## TASK BRIEF
Any picture in the listing is left out of the copy; all else is duplicated exactly.

## DATA EXTRACT

......

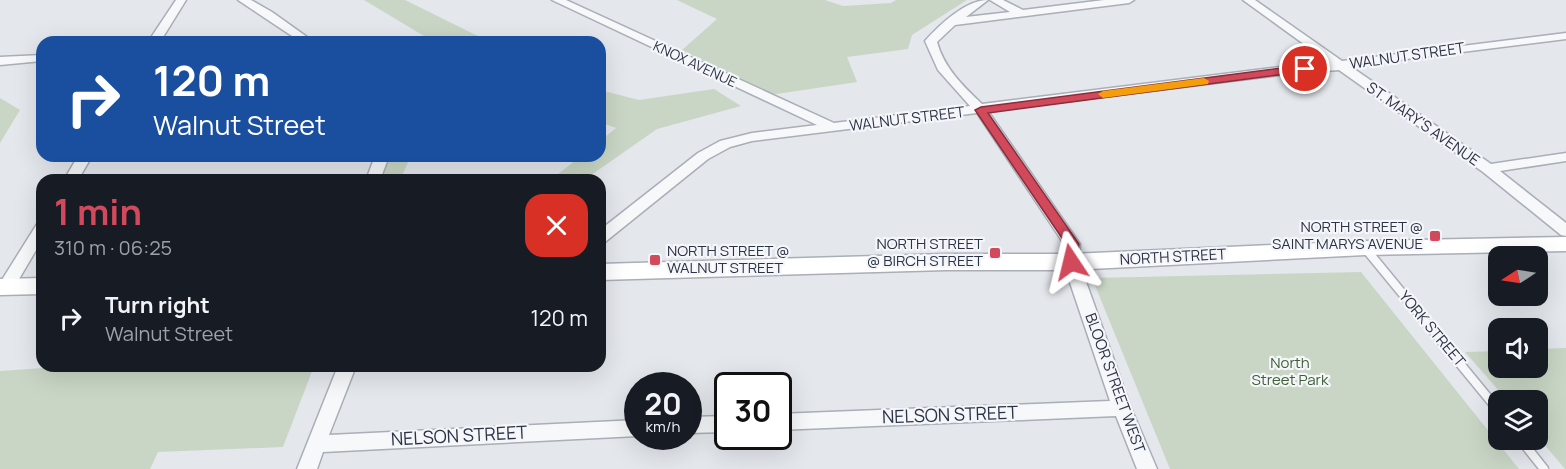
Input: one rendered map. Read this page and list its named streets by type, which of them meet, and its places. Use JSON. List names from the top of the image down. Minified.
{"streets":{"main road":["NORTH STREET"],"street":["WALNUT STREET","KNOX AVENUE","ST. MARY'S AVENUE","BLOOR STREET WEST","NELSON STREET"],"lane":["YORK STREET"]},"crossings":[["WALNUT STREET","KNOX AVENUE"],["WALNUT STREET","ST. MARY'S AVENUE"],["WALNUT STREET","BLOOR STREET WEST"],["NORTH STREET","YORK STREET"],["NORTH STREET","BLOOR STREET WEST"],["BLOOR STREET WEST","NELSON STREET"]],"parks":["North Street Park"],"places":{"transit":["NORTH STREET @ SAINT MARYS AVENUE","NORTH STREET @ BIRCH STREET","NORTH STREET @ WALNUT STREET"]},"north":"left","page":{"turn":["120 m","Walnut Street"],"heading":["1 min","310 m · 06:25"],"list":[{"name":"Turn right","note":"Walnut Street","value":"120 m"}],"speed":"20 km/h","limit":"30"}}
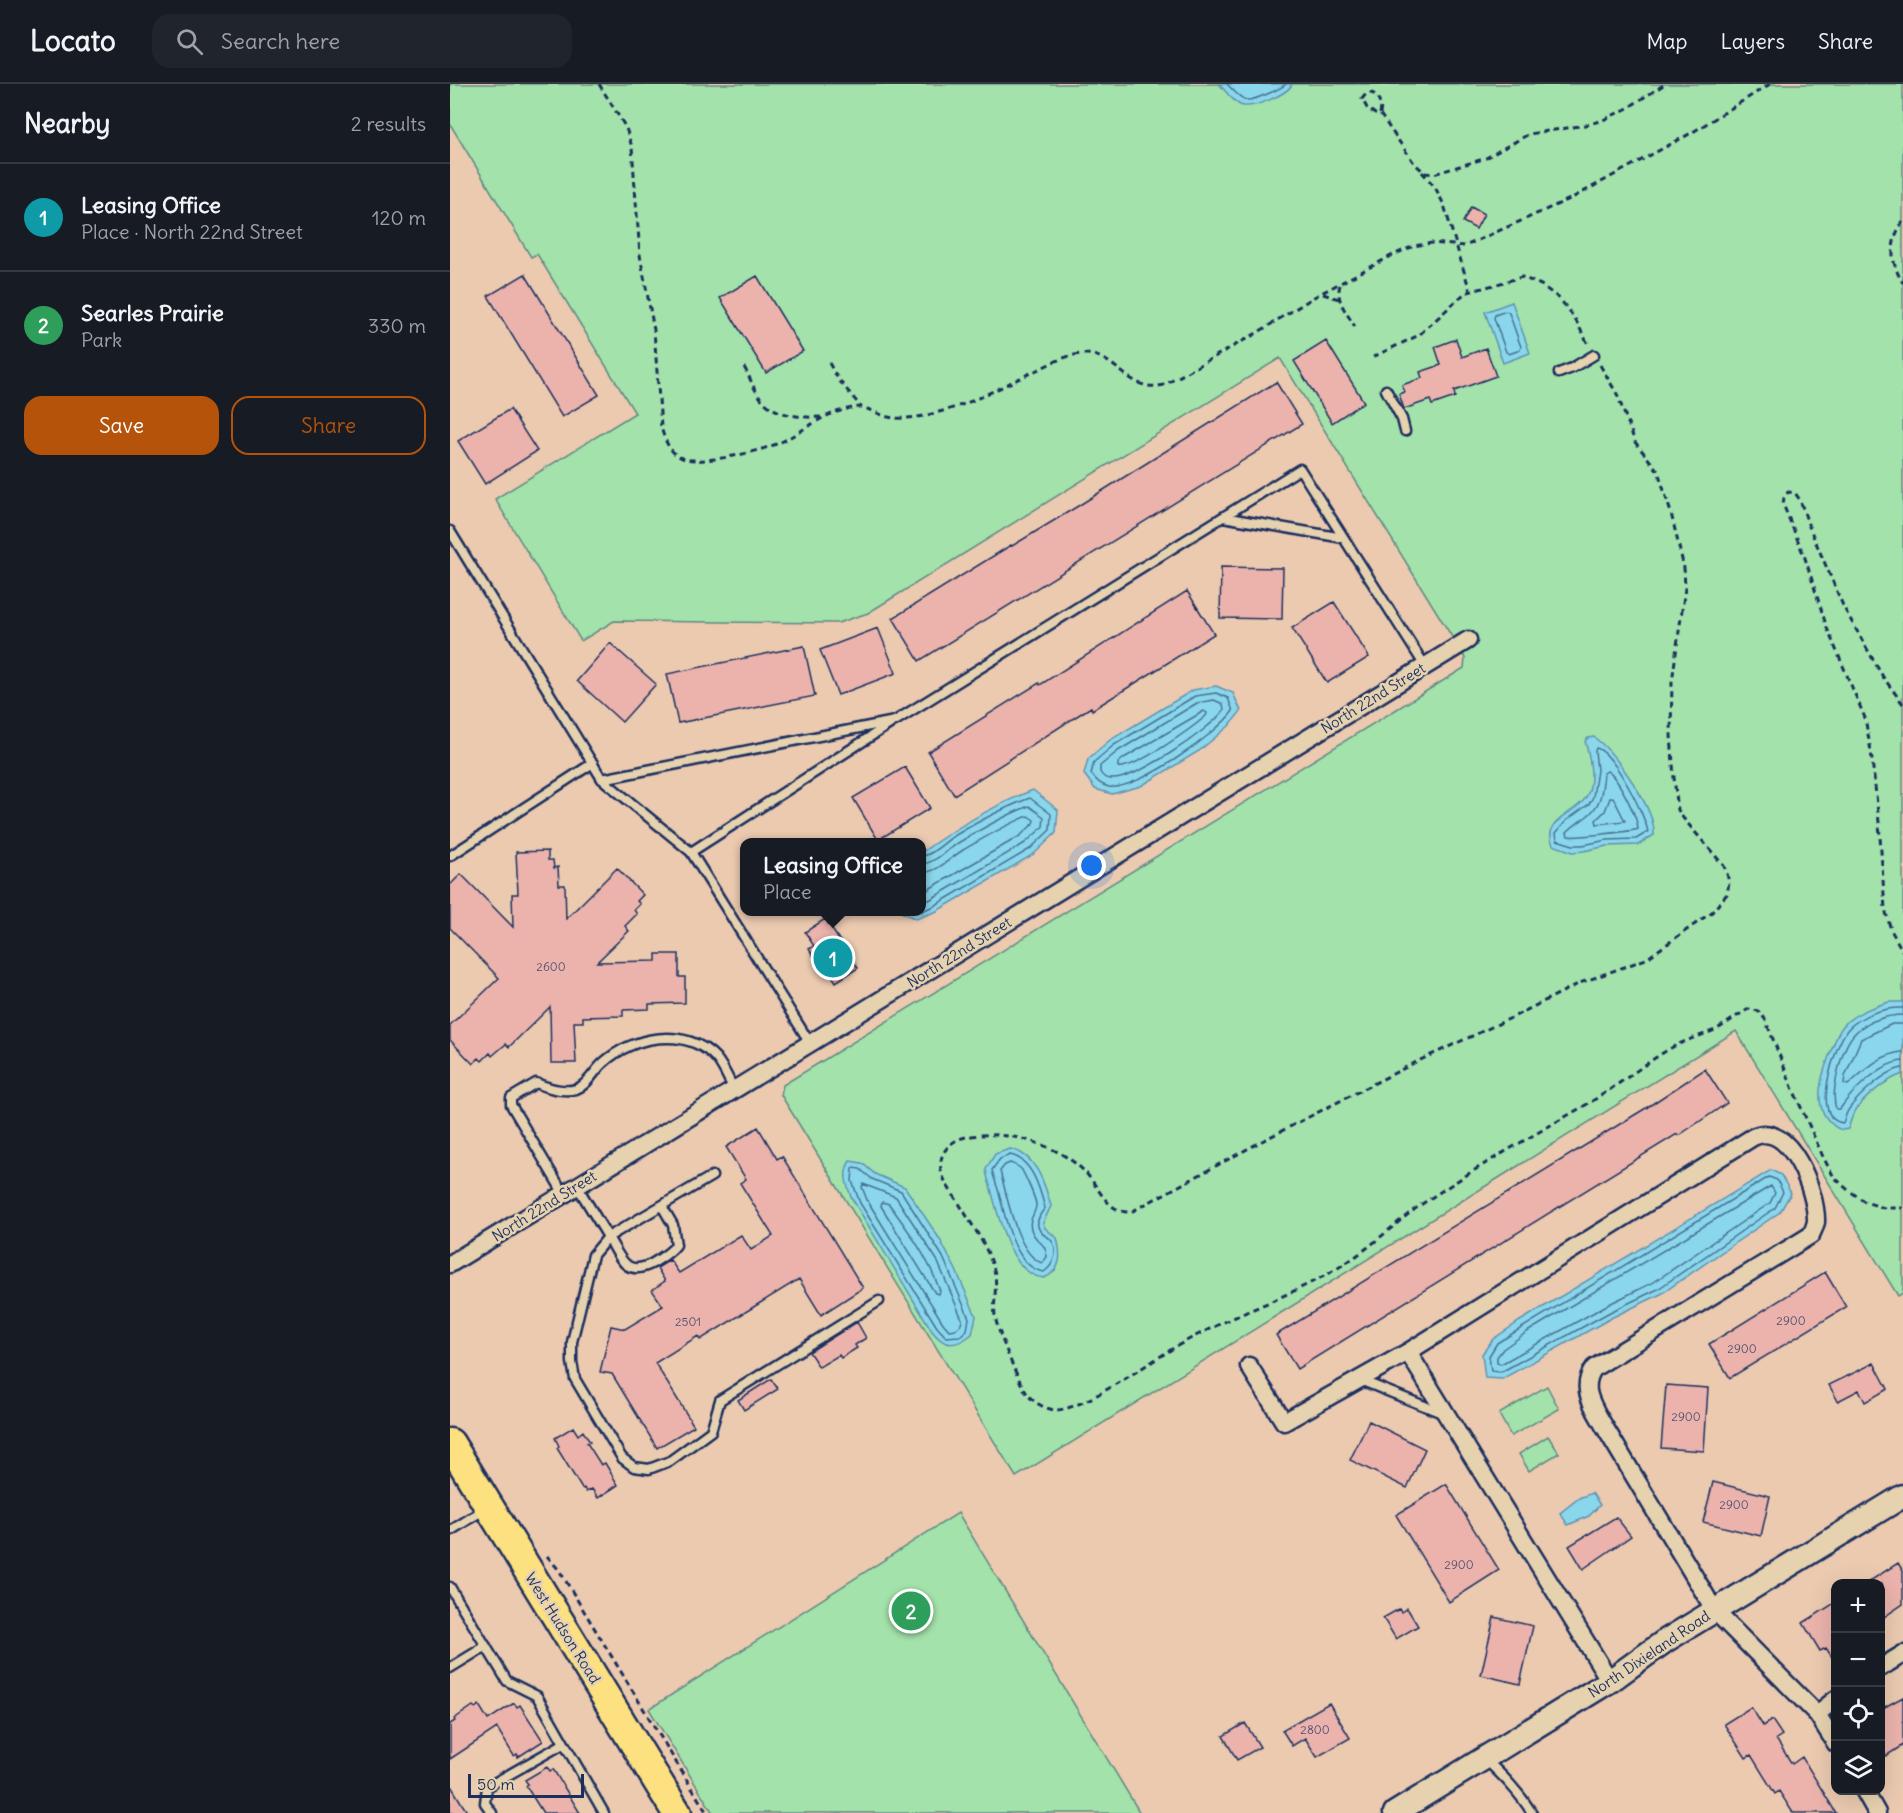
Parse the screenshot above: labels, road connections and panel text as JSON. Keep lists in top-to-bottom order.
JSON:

......

## ANSWER
Input: one rendered map. Read this page and list its named streets by type, which of them meet, and its places. Use JSON. List names from the top of the image down. Minified.
{"streets":{"main road":["NORTH STREET"],"street":["WALNUT STREET","KNOX AVENUE","ST. MARY'S AVENUE","BLOOR STREET WEST","NELSON STREET"],"lane":["YORK STREET"]},"crossings":[["WALNUT STREET","KNOX AVENUE"],["WALNUT STREET","ST. MARY'S AVENUE"],["WALNUT STREET","BLOOR STREET WEST"],["NORTH STREET","YORK STREET"],["NORTH STREET","BLOOR STREET WEST"],["BLOOR STREET WEST","NELSON STREET"]],"parks":["North Street Park"],"places":{"transit":["NORTH STREET @ SAINT MARYS AVENUE","NORTH STREET @ BIRCH STREET","NORTH STREET @ WALNUT STREET"]},"north":"left","page":{"turn":["120 m","Walnut Street"],"heading":["1 min","310 m · 06:25"],"list":[{"name":"Turn right","note":"Walnut Street","value":"120 m"}],"speed":"20 km/h","limit":"30"}}
Parse the screenshot above: labels, road connections and panel text as JSON. Keep lists in top-to-bottom order.
JSON:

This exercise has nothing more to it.